U2 was on a mission to provide the reassurance of reliable licks and melodies, along with what Bono called a “personal” voyage, that kicked off with the elegiac electronica of “Love Is All We Have Left,” from 2017 release Songs of Experience.
The frontman stepped away from mates The Edge, Adam Clayton, and Larry Mullen, Jr., and strode across a lifting catwalk. Projected video lit his way forward, occasionally shifting to a close-up camera view of the singer himself.
Master arena showmen, U2 and crew have worked out clever ways to integrate video content with the band’s live performance. Images of the group in old photos, animated vignettes of the neighborhoods they grew up in, and pictures of Bono’s late mother surrounded him as he sang a tribute to her with “Iris (Hold Me Close),” or led the arena in a moving “Sunday Bloody Sunday.”
U2’s message of peace is a reminder that these men lost their innocence in a nation dangerously divided. Between soaring through tracks from Songs of Experience and 2014 companion album Songs of Innocence, Bono delivered other direct reminders to an audience that was receptive to the message.
“This is the country that gave us ‘life, liberty and the pursuit of happiness,’” he said. “The country that gave us Elvis Presley, Miles Davis. Bruce, Bob. Beyoncé.”
The show also delivered a powerful message about “willful blindness,” projecting images of Nazis and klan members marching in Charlottesville over the band’s urgent performance of “Staring at the Sun.” That moment was bluntly juxtaposed with a triumphant run through “Pride (In the Name of Love)” — not a subtle transition, but subtlety is of little use when fighting hate.
Don’t forget who you are was the thrust of the night, and the band has not forgotten. “I Will Follow” galloped like it has for nearly 40 years, and “Desire” bubbled up like a gush of soulful abandon.

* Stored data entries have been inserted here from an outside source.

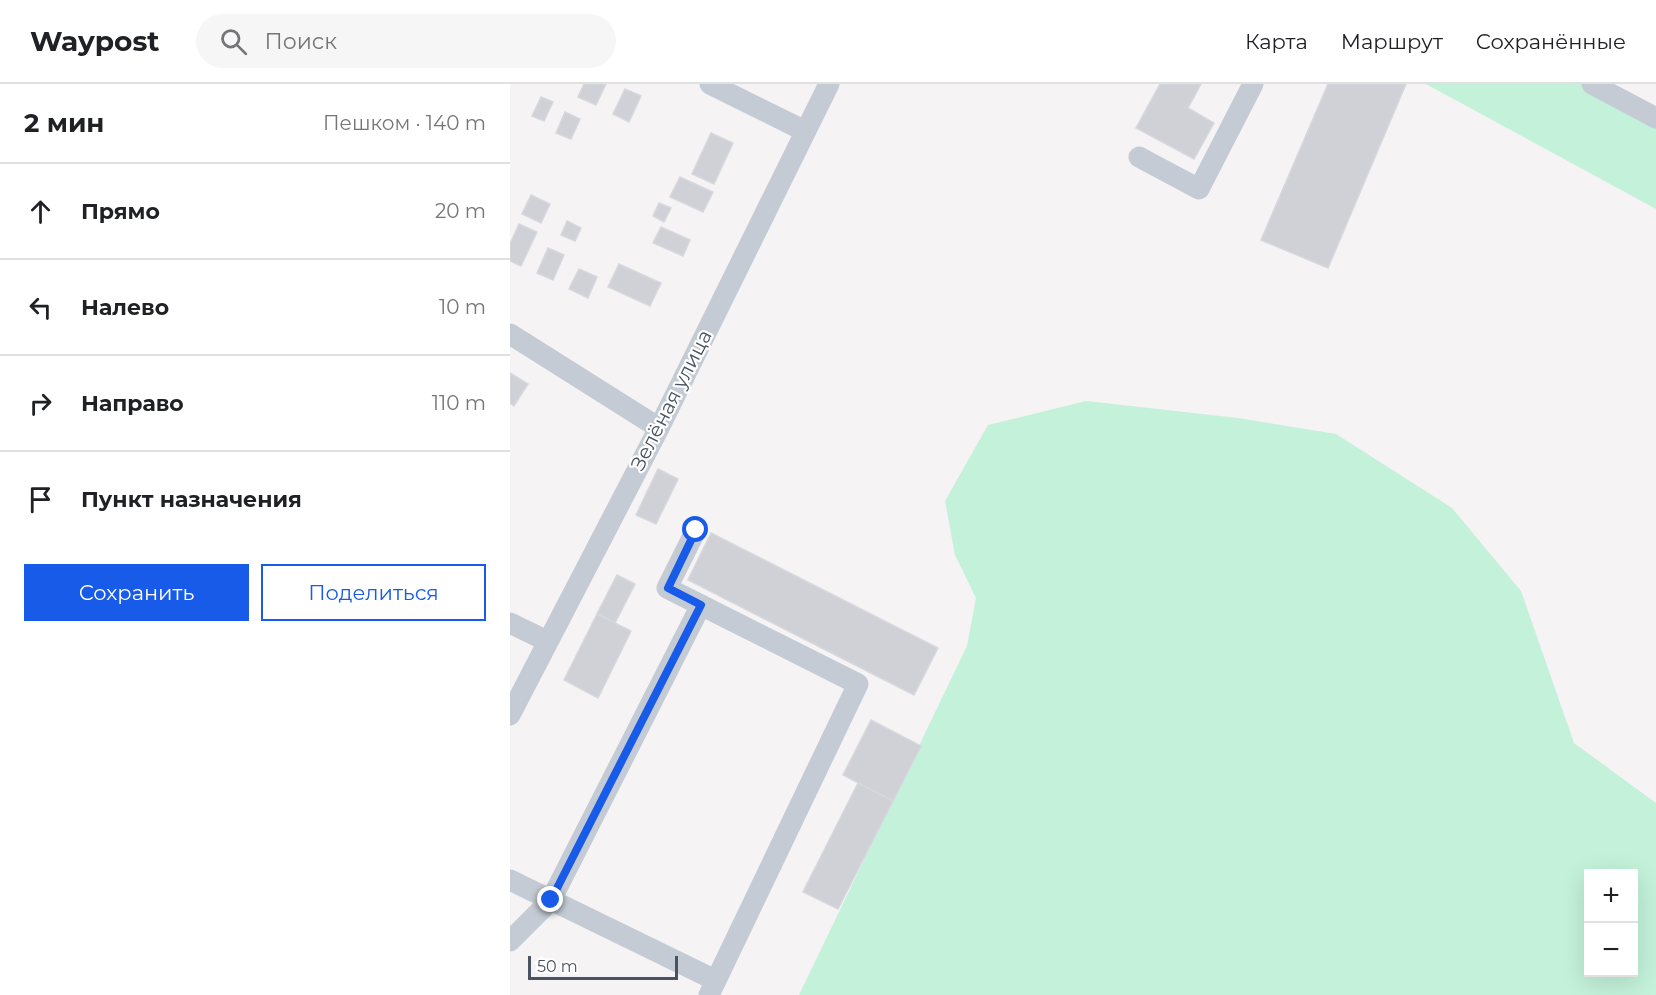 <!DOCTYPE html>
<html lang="ru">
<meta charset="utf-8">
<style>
:root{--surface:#fff;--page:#f6f6f6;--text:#202124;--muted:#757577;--line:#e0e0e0;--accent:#195be9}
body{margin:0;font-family:Montserrat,sans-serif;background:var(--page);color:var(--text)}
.controls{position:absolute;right:18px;bottom:18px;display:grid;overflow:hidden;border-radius:0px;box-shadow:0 6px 24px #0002}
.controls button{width:54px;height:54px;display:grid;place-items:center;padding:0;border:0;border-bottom:2px solid var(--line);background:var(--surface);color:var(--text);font:30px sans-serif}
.scale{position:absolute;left:18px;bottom:15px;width:150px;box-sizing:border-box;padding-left:6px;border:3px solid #4a5361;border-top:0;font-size:16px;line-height:21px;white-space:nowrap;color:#4a5361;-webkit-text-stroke:4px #fff;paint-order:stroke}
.stop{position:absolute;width:18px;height:18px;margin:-14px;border:4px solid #195be9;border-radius:50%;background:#fff}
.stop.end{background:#195be9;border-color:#fff;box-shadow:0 2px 6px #0008}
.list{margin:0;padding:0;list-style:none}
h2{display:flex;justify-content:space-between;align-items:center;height:78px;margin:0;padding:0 24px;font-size:26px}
h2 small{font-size:20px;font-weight:400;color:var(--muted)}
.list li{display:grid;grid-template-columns:39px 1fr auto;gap:18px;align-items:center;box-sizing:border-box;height:96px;padding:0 24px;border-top:2px solid var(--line)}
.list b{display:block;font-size:22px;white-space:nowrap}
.list em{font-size:20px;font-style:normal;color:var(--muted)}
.actions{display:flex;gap:12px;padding:18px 24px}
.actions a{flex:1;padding:14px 0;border:2px solid var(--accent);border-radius:0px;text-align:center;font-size:21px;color:var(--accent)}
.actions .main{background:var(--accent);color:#fff}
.icon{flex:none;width:33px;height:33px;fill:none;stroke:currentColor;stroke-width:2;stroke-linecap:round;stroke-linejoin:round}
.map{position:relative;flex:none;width:1146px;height:911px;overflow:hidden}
header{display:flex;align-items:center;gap:36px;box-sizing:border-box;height:84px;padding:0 30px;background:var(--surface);border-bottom:2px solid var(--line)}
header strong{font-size:28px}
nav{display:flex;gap:33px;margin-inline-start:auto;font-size:21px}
.search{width:420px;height:54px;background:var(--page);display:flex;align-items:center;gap:15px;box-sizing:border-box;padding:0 21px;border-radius:33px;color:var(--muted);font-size:22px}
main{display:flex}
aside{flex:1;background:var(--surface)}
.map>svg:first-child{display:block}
</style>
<header>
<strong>Waypost</strong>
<div class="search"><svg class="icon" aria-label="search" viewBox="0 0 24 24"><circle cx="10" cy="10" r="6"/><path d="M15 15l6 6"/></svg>Поиск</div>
<nav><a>Карта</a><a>Маршрут</a><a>Сохранённые</a></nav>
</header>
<main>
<aside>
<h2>2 мин<small>Пешком · 140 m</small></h2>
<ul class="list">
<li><svg class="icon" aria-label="ahead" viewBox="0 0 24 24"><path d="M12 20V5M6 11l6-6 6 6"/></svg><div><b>Прямо</b></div><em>20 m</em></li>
<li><svg class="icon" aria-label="left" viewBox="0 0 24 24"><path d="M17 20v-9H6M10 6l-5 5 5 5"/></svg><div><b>Налево</b></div><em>10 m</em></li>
<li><svg class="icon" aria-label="right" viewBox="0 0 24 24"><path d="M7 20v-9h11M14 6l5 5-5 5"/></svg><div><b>Направо</b></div><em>110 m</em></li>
<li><svg class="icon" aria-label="arrive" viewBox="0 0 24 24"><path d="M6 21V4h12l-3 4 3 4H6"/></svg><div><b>Пункт назначения</b></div></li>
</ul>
<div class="actions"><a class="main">Сохранить</a><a>Поделиться</a></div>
</aside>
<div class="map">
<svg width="1146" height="911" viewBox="0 0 1146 911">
<rect width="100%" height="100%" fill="#f5f3f3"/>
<!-- green -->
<g fill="#c3f1da" fill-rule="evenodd">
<polygon points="916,0 1080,0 1146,36 1146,125"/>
<path d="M576,317L728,334L826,350L942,424L1011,507L1064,659L1146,719V911H289L457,562L466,514L445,471L435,417L478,341ZM1078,790H1124V888H1078Z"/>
</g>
<!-- building -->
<g fill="#cfd1d7" stroke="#d7d8de" stroke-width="1.5">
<polygon points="74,0 96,0 86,21 68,13"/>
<polygon points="650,0 691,0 678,24 704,39 684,75 626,44"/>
<polygon points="818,0 896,0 818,184 751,156"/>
<polygon points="115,5 131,12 119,38 103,30"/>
<polygon points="31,13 43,18 34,37 22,32"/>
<polygon points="55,28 70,35 61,55 46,49"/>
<polygon points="201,49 223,59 204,100 182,90"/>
<polygon points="170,93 203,108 193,128 160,113"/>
<polygon points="21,111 40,120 31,139 12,130"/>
<polygon points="149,119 161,124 154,138 143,132"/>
<polygon points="57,137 71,144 65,157 51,151"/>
<polygon points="9,140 27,148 11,182 0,177 0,160"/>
<polygon points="151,143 180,156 173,172 143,159"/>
<polygon points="38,164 54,171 43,196 27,189"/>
<polygon points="109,180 151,199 140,222 98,203"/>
<polygon points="69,185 87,193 78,214 59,205"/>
<polygon points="0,289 18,300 4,322 0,319"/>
<polygon points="148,385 168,395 146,440 126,431"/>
<polygon points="201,449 428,564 404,611 178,496"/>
<polygon points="107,491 125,500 105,539 87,530"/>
<polygon points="87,530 121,547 88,614 54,596"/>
<polygon points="361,636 411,662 383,717 333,691"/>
<polygon points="348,699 383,717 328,825 293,808"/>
</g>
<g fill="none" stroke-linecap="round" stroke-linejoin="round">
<!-- minor -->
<g stroke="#c4cbd4" stroke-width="21">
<polyline points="200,0 295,47"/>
<polyline points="1082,0 1146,34"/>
<polyline points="629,73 689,105 743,0"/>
<polyline points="0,250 149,344"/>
<polyline points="186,446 157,504 348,600 199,911"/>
<polyline points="0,539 37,557"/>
<polyline points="0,631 149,344 319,0"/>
<polyline points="0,796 205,896"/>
<polyline points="0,857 41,816 191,521"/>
</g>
</g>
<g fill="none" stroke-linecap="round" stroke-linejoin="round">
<!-- route -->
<polyline stroke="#195be9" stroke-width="8" points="41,816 191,521 158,504 186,446"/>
</g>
<g text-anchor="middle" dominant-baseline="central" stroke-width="4.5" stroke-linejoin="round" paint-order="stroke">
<!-- street labels -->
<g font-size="20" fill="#4a5361" stroke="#fff">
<text transform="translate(161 316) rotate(-63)">Зелёная улица</text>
</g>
</g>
</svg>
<div class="controls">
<button>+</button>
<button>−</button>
</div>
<div class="scale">50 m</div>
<div class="stop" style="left:186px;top:446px"></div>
<div class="stop end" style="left:41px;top:816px"></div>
</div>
</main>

U2 represented qualities of both innocence and experience, with Bono calling for everyone to embrace the one word that might deliver us all: compromise.
After a tender take on “One,” the band closed their encore with “13 (There Is a Light)” a track released last year that felt right on the money last night. “If the terrors of the night come creeping into your days/And the world comes, stealing children from your room/Guard your innocence.”
The Experience + Innocence Tour hits a half-dozen more arenas around the U.S., including dates in Boston 6/21-22, New York City 6/25-26 + 7/1, and Newark 6/29, then heads to Europe.